-- Opening Marker --

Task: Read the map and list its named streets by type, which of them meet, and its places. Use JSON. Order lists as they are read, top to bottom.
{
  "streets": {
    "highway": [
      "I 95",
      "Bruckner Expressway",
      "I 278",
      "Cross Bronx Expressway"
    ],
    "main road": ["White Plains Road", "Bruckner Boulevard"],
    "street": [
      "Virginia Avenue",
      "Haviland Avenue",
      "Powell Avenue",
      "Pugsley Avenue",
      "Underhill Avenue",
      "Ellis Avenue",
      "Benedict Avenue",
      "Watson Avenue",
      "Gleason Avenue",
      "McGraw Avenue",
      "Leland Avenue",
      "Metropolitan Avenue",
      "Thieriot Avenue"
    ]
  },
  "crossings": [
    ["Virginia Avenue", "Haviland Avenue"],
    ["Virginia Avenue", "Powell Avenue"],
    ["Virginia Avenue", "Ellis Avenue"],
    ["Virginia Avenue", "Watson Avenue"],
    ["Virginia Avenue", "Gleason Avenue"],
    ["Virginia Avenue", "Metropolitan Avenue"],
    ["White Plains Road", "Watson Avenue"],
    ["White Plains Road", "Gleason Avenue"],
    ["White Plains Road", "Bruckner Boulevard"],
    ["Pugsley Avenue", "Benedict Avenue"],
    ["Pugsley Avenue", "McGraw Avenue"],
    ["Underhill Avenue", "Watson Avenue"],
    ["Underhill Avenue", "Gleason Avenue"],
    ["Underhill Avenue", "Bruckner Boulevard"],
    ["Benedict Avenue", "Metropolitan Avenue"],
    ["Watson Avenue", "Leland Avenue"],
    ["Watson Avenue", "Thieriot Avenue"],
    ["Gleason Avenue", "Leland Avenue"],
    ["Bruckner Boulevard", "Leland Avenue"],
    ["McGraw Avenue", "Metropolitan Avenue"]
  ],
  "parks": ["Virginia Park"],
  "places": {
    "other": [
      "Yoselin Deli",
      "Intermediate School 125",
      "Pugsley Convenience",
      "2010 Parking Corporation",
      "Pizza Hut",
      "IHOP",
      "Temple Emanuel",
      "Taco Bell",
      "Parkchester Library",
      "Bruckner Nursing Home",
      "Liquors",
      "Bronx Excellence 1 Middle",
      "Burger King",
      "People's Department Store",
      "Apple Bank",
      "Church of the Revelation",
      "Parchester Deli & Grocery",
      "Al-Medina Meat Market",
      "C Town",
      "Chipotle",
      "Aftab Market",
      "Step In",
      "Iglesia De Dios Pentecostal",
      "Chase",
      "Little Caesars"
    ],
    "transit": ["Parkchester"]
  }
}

-- Closing Marker --

_What needs to be done_
Each entry needs to be copied out exactly as written.

_Result of the task_
Task: Read the map and list its named streets by type, which of them meet, and its places. Use JSON. Order lists as they are read, top to bottom.
{
  "streets": {
    "highway": [
      "I 95",
      "Bruckner Expressway",
      "I 278",
      "Cross Bronx Expressway"
    ],
    "main road": ["White Plains Road", "Bruckner Boulevard"],
    "street": [
      "Virginia Avenue",
      "Haviland Avenue",
      "Powell Avenue",
      "Pugsley Avenue",
      "Underhill Avenue",
      "Ellis Avenue",
      "Benedict Avenue",
      "Watson Avenue",
      "Gleason Avenue",
      "McGraw Avenue",
      "Leland Avenue",
      "Metropolitan Avenue",
      "Thieriot Avenue"
    ]
  },
  "crossings": [
    ["Virginia Avenue", "Haviland Avenue"],
    ["Virginia Avenue", "Powell Avenue"],
    ["Virginia Avenue", "Ellis Avenue"],
    ["Virginia Avenue", "Watson Avenue"],
    ["Virginia Avenue", "Gleason Avenue"],
    ["Virginia Avenue", "Metropolitan Avenue"],
    ["White Plains Road", "Watson Avenue"],
    ["White Plains Road", "Gleason Avenue"],
    ["White Plains Road", "Bruckner Boulevard"],
    ["Pugsley Avenue", "Benedict Avenue"],
    ["Pugsley Avenue", "McGraw Avenue"],
    ["Underhill Avenue", "Watson Avenue"],
    ["Underhill Avenue", "Gleason Avenue"],
    ["Underhill Avenue", "Bruckner Boulevard"],
    ["Benedict Avenue", "Metropolitan Avenue"],
    ["Watson Avenue", "Leland Avenue"],
    ["Watson Avenue", "Thieriot Avenue"],
    ["Gleason Avenue", "Leland Avenue"],
    ["Bruckner Boulevard", "Leland Avenue"],
    ["McGraw Avenue", "Metropolitan Avenue"]
  ],
  "parks": ["Virginia Park"],
  "places": {
    "other": [
      "Yoselin Deli",
      "Intermediate School 125",
      "Pugsley Convenience",
      "2010 Parking Corporation",
      "Pizza Hut",
      "IHOP",
      "Temple Emanuel",
      "Taco Bell",
      "Parkchester Library",
      "Bruckner Nursing Home",
      "Liquors",
      "Bronx Excellence 1 Middle",
      "Burger King",
      "People's Department Store",
      "Apple Bank",
      "Church of the Revelation",
      "Parchester Deli & Grocery",
      "Al-Medina Meat Market",
      "C Town",
      "Chipotle",
      "Aftab Market",
      "Step In",
      "Iglesia De Dios Pentecostal",
      "Chase",
      "Little Caesars"
    ],
    "transit": ["Parkchester"]
  }
}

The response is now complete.